Saint Cucuphas (Sant Cugat in Catalan) was born into a wealthy family in present-day Tunisia, and became a permanent deacon of the Church. He was sent by the Bishop of Carthage along with his friend and fellow deacon Saint Felix to evangelize the territories around Barcelona in the early 4th century. As a result of the persecutions of the Emperor Diocletian, he was arrested and tortured, and eventually executed outside of the city, where the ancient Benedictine monastery dedicated to him still stands.
The parish named for Sant Cugat inside Barcelona itself had several monikers over its nearly 1,000 year history. It was sometimes known as Sant Cugat del Camí, “of the way”, because it stood on the road to the great Benedictine Monastery of Sant Cugat del Vallès, just over the other side of the mountains that ring Barcelona. It was also called Sant Cugat del Forn “of the oven”, in reference to the fact that Sant Cugat was supposedly tortured by being burned in an oven on or near where the church stood. However it was most commonly known as Sant Cugat del Rec, “of the stream”, as the city’s main freshwater aqueduct ran nearby.
The church originally stood on Carrer Carders, from its founding in 1023 by Guislabert, who later became bishop of Barcelona. The building was never very large, though there is a record of its having been remodeled and expanded in 1287. During this period, many of the city’s bakeries were built nearby, and it is possible that because of Sant Cugat’s association with an oven, they supported this chapel.

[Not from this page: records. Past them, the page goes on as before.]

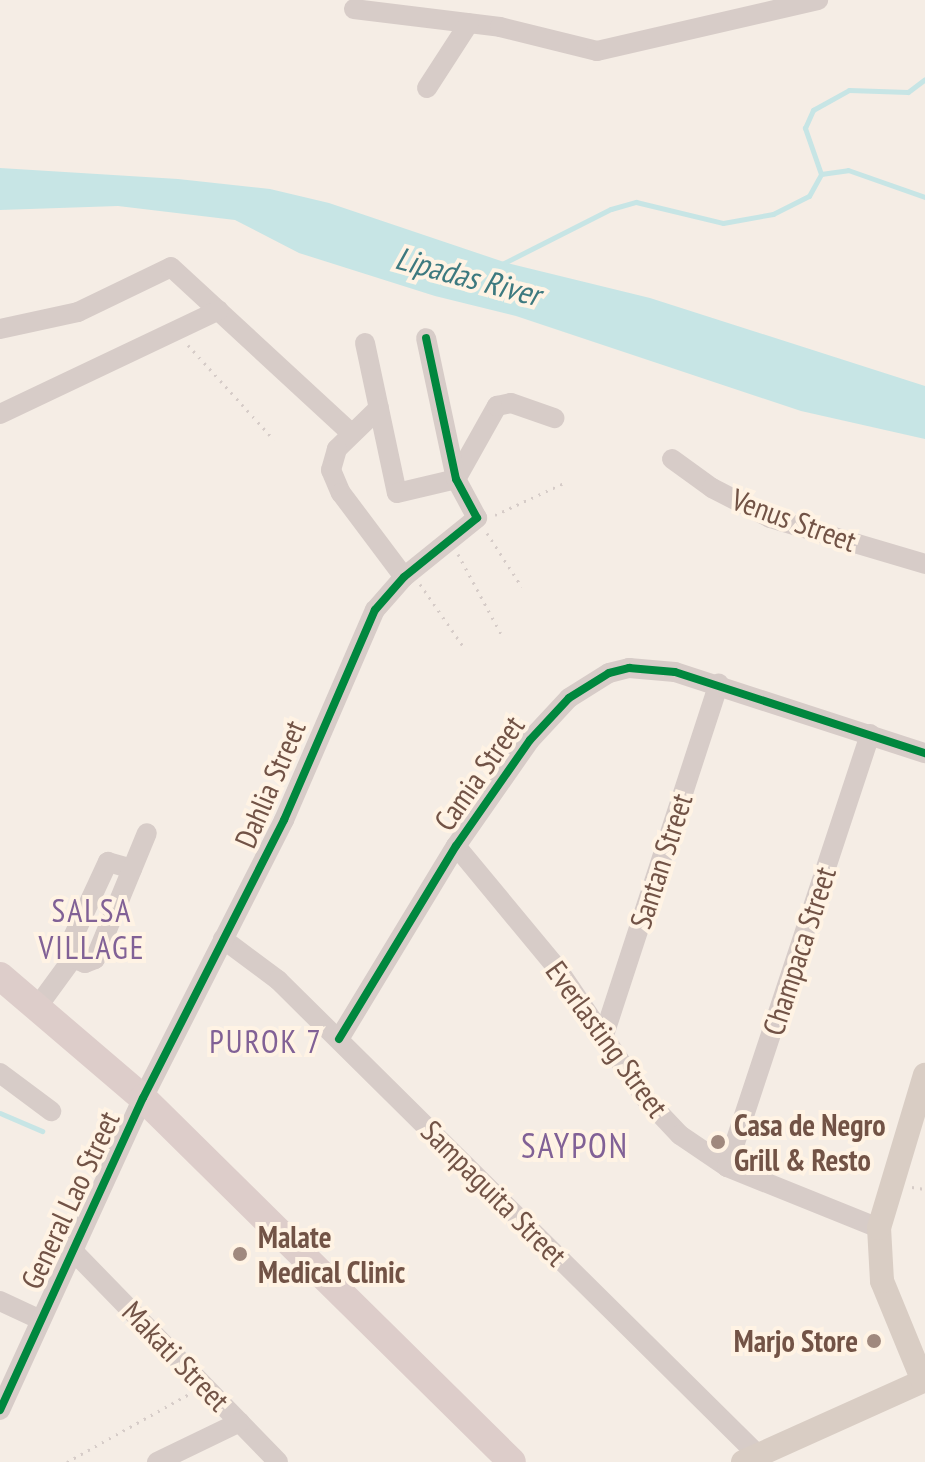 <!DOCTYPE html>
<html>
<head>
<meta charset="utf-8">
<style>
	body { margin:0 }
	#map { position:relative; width:925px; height:1462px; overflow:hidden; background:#f5ede5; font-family:"PT Sans Narrow",sans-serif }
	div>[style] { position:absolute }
	.water>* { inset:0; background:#c7e5e5 }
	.stream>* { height:5px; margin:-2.5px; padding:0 2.5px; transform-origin:2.5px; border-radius:2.5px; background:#c7e5e5 }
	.path>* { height:3px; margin-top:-1.5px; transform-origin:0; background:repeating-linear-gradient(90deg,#d6ccc8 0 2px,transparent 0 8px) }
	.minor>* { height:20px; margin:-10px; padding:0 10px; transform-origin:10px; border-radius:10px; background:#d7ccc8 }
	.major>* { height:24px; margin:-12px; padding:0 12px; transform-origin:12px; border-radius:12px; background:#d9cdc4 }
	.highway>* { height:28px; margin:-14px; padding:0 14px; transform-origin:14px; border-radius:14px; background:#ddcdca }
	.cycleway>* { height:8px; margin:-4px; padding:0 4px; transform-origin:4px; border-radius:4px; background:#00873e }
	.dots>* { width:22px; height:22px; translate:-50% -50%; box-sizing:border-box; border:4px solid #fff3e4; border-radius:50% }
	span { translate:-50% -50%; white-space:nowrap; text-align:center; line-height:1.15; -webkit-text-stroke:8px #fff3e4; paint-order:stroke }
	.street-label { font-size:30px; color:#725346 }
	.poi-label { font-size:30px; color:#725346; font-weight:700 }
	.left { translate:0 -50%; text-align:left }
	.right { translate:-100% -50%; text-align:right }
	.water-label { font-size:32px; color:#3d797f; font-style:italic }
	.neighbourhood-label { font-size:32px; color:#816196; letter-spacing:2px }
	.quarter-label { font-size:34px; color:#816196; letter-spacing:2px }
</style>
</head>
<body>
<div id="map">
	<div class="water">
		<div style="clip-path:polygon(0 168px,178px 179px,270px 189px,329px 203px,507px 263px,650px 298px,925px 386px,925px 439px,801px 411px,516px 316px,435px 296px,299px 253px,235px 220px,118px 206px,0 210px)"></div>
	</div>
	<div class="stream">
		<div style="left:821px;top:174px;width:27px;rotate:-8deg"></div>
		<div style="left:848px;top:170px;width:82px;rotate:19.3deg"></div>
		<div style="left:500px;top:265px;width:124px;rotate:-26.8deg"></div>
		<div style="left:611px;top:209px;width:26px;rotate:-16deg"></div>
		<div style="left:636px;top:202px;width:89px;rotate:13.6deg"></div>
		<div style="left:723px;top:223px;width:51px;rotate:-10.2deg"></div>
		<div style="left:773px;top:214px;width:40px;rotate:-26.6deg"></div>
		<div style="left:809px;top:196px;width:25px;rotate:-61deg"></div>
		<div style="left:821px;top:174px;width:49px;rotate:-109.2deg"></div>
		<div style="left:805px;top:128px;width:20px;rotate:-66deg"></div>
		<div style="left:813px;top:110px;width:41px;rotate:-29.1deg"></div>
		<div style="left:849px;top:90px;width:59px;rotate:1.9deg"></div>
		<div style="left:908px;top:92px;width:21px;rotate:-37deg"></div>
		<div style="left:0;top:1113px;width:46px;rotate:23.2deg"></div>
	</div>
	<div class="path">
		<div style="left:188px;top:345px;width:128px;rotate:47.8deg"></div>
		<div style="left:495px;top:515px;width:76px;rotate:-24.9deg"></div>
		<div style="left:487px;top:533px;width:64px;rotate:57.1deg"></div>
		<div style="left:458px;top:554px;width:91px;rotate:61.7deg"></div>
		<div style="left:420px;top:584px;width:79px;rotate:55.3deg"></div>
		<div style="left:912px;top:1187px;width:13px;rotate:9deg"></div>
		<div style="left:67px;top:1462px;width:140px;rotate:-29.1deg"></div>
	</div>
	<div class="minor">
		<div style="left:354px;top:9px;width:147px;rotate:7deg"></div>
		<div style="left:500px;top:27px;width:100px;rotate:13.9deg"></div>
		<div style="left:597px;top:51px;width:227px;rotate:-13deg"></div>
		<div style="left:427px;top:88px;width:77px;rotate:-57.1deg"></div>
		<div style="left:0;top:329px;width:80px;rotate:-12.3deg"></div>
		<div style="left:78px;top:312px;width:103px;rotate:-25.8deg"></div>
		<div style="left:171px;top:267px;width:245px;rotate:42.7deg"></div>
		<div style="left:365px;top:343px;width:153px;rotate:78deg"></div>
		<div style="left:397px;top:493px;width:61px;rotate:-13.3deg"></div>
		<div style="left:456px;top:479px;width:84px;rotate:-60.7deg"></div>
		<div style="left:497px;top:406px;width:14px;rotate:-12deg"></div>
		<div style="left:511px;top:403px;width:46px;rotate:19.2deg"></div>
		<div style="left:379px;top:408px;width:59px;rotate:135.7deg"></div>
		<div style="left:337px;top:449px;width:22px;rotate:106deg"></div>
		<div style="left:331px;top:470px;width:25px;rotate:67deg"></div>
		<div style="left:341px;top:493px;width:105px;rotate:53.1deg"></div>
		<div style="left:0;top:414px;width:242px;rotate:-25.4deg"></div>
		<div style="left:672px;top:459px;width:49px;rotate:35.9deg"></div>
		<div style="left:712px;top:488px;width:65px;rotate:27.3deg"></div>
		<div style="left:770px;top:518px;width:162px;rotate:16.5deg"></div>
		<div style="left:456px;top:846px;width:158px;rotate:50.4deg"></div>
		<div style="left:557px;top:968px;width:157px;rotate:55.9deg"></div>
		<div style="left:645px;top:1098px;width:51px;rotate:46.6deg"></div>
		<div style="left:680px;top:1135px;width:57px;rotate:34.2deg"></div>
		<div style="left:727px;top:1167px;width:164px;rotate:21.9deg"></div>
		<div style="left:223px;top:939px;width:69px;rotate:36.7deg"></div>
		<div style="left:278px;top:980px;width:675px;rotate:44.7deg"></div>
		<div style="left:73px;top:958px;width:11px;rotate:-117deg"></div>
		<div style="left:68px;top:948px;width:95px;rotate:-65.1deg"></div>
		<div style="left:108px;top:862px;width:25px;rotate:16deg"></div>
		<div style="left:38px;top:1006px;width:59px;rotate:-53.9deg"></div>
		<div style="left:73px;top:958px;width:13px;rotate:23deg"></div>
		<div style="left:85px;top:963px;width:11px;rotate:-22deg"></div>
		<div style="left:95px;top:959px;width:136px;rotate:-67.6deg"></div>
		<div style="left:603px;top:1038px;width:373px;rotate:-71.9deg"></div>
		<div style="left:339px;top:1039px;width:226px;rotate:-58.8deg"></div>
		<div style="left:456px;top:846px;width:129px;rotate:-55.1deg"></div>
		<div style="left:530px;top:740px;width:57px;rotate:-47.1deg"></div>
		<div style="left:569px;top:698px;width:47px;rotate:-32deg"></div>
		<div style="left:609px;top:673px;width:21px;rotate:-14deg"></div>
		<div style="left:629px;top:668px;width:46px;rotate:5deg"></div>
		<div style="left:675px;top:672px;width:263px;rotate:18deg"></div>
		<div style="left:0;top:1073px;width:64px;rotate:36.7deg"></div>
		<div style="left:727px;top:1167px;width:456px;rotate:-71.7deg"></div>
		<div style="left:73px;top:1251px;width:294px;rotate:45.8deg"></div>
		<div style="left:0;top:1301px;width:45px;rotate:24.9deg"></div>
		<div style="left:0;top:1410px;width:343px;rotate:-65.4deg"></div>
		<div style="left:143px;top:1098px;width:312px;rotate:-63.1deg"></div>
		<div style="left:284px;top:820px;width:229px;rotate:-66.6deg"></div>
		<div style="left:375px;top:610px;width:44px;rotate:-48.7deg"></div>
		<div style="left:404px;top:577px;width:94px;rotate:-38.9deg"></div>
		<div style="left:477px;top:518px;width:44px;rotate:-118.3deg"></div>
		<div style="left:456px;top:479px;width:144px;rotate:-102deg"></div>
		<div style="left:157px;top:1462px;width:92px;rotate:-25.7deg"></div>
	</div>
	<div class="major">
		<div style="left:743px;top:1462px;width:197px;rotate:-24.2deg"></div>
		<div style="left:923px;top:1381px;width:108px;rotate:-112.3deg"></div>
		<div style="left:882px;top:1281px;width:53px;rotate:-93.2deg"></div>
		<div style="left:879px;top:1228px;width:160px;rotate:-73.3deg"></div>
	</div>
	<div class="highway">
		<div style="left:0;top:976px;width:188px;rotate:40.5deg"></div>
		<div style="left:143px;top:1098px;width:518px;rotate:44.61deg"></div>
	</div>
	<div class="cycleway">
		<div style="left:339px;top:1039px;width:226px;rotate:-58.8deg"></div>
		<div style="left:456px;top:846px;width:129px;rotate:-55.1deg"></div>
		<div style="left:530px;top:740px;width:57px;rotate:-47.1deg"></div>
		<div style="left:569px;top:698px;width:47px;rotate:-32deg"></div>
		<div style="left:609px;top:673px;width:21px;rotate:-14deg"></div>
		<div style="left:629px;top:668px;width:46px;rotate:5deg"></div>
		<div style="left:675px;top:672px;width:263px;rotate:18deg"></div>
		<div style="left:0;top:1410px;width:343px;rotate:-65.4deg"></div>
		<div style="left:143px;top:1098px;width:312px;rotate:-63.1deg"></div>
		<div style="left:284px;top:820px;width:229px;rotate:-66.6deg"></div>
		<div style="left:375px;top:610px;width:44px;rotate:-48.7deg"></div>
		<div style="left:404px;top:577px;width:94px;rotate:-38.9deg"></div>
		<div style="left:477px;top:518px;width:44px;rotate:-118.3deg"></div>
		<div style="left:456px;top:479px;width:144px;rotate:-102deg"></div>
	</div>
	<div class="dots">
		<div style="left:718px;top:1142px;background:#a0897e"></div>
		<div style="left:240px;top:1254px;background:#a0897e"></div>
		<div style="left:874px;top:1341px;background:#a0897e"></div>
	</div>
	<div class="street-label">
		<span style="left:794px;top:520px;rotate:20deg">Venus Street</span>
		<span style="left:479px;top:773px;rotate:-55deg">Camia Street</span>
		<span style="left:270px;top:784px;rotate:-67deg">Dahlia Street</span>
		<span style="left:661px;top:861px;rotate:-72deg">Santan Street</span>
		<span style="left:799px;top:951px;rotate:-72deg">Champaca Street</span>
		<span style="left:607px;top:1039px;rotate:54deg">Everlasting Street</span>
		<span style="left:494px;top:1193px;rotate:45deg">Sampaguita Street</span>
		<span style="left:70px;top:1200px;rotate:-65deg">General Lao Street</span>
		<span style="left:176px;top:1356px;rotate:46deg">Makati Street</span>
	</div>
	<div class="poi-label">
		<span class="left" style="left:734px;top:1142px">Casa de Negro<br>Grill &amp; Resto</span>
		<span class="left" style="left:258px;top:1254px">Malate<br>Medical Clinic</span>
		<span class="right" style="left:858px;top:1341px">Marjo Store</span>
	</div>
	<div class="water-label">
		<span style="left:468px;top:276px;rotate:15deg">Lipadas River</span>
	</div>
	<div class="neighbourhood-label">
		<span style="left:92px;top:929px">SALSA<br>VILLAGE</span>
		<span style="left:266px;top:1041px">PUROK 7</span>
	</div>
	<div class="quarter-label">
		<span style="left:575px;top:1146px">SAYPON</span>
	</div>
</div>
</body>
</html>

There is little mention of this structure again until 1626 when the City Council agreed that, because of population growth in the area and the poor state of the building, the old church was too small and needed to be torn down. In 1628, the parish was given relics of Sant Cugat by the monastery dedicated to him, Sant Cugat del Vallès, which were received with a great deal of pomp and ceremony attended by local officials; they were subsequently kept in the sacristy of the new building. The Baroque structure which replaced the old church was further expanded in 1830.
In 1835, the 14th century silver and gold reliquary of Sant Cugat commissioned by the monastery was given into the keeping of the parish by the Benedictine monks of Sant Cugat del Vallès, when they were forced to leave their 1,000 year-old monastery during a state-sponsored land grab. In the meantime many textile factories were built in the neighborhood surrounding the church. Over time, both the parish church and its patron saint came to be associated locally with the textile workers.
In 1908 during the “Tragic Week”, Leftists attacked and burned the building. A new church was then built on the site in 1909, designed by the architect Josep Maria Pericas i Morros, a follower of Gaudí. This building itself was then burned and sacked by the Leftists during the Civil War in 1938, this time on direct orders from Barcelona City Hall. Fortunately, before this was done, the reliquary of Sant Cugat was removed and placed in the Museum of the Generalitat, Catalonia’s provincial government.
After the war, engineers determined that the old building was a total loss. The remains of the church were removed, and the spot where it used to stand paved over; the spot is now a square named the Plaça de Sant Cugat. Subsequently, in 1944 the Archdiocese obtained new premises for the parish when it purchased a building nearby on Carrer Princesa, one of the principal streets of the quarter. Construction of the new church, designed by the architect Josep Maria Ayxelà, was completed in 1950 and the relics of Sant Cugat were returned.
The parish church, which also supported a school of the same name on the premises, was apparently a highly undistinguished structure. In 2002 the Archdiocese closed the school and the parish, and sold the property to the cultural foundation of the Caixa Penedès savings bank. Thus after nearly one thousand years of history, the parish simply ceased to exist.
The building is now being turned into the new home of the Subirachs Foundation. The painter and sculptor Josep Maria Subriachs, now in his 80’s, is probably most famous for the sculptures he designed for the Passion Facade of the Basilica of the Sagrada Familia. The renovated building, known as the “Espai Subirachs”, will house a permanent collection of the artist’s work, as well as galleries for temporary exhibitions, an auditorium, and library.
As for the precious relics of Sant Cugat, these were given into the keeping of the priests at the nearby Basilica of Santa Maria del Mar. The relics are kept in a small chapel in the crypt of the church. They rest in a copy of the Gothic reliquary, as the original is now in the Museum of the Archdiocese.
Unfortunately, this is one of those structures where I cannot find a good image of ANY of the several churches that have stood on this site: not the Romanesque one, nor the Gothic, nor the Baroque, nor the Art Nouveau, nor the post-war. Hopefully I can update this post with such images over time, as the long history of this church is very interesting.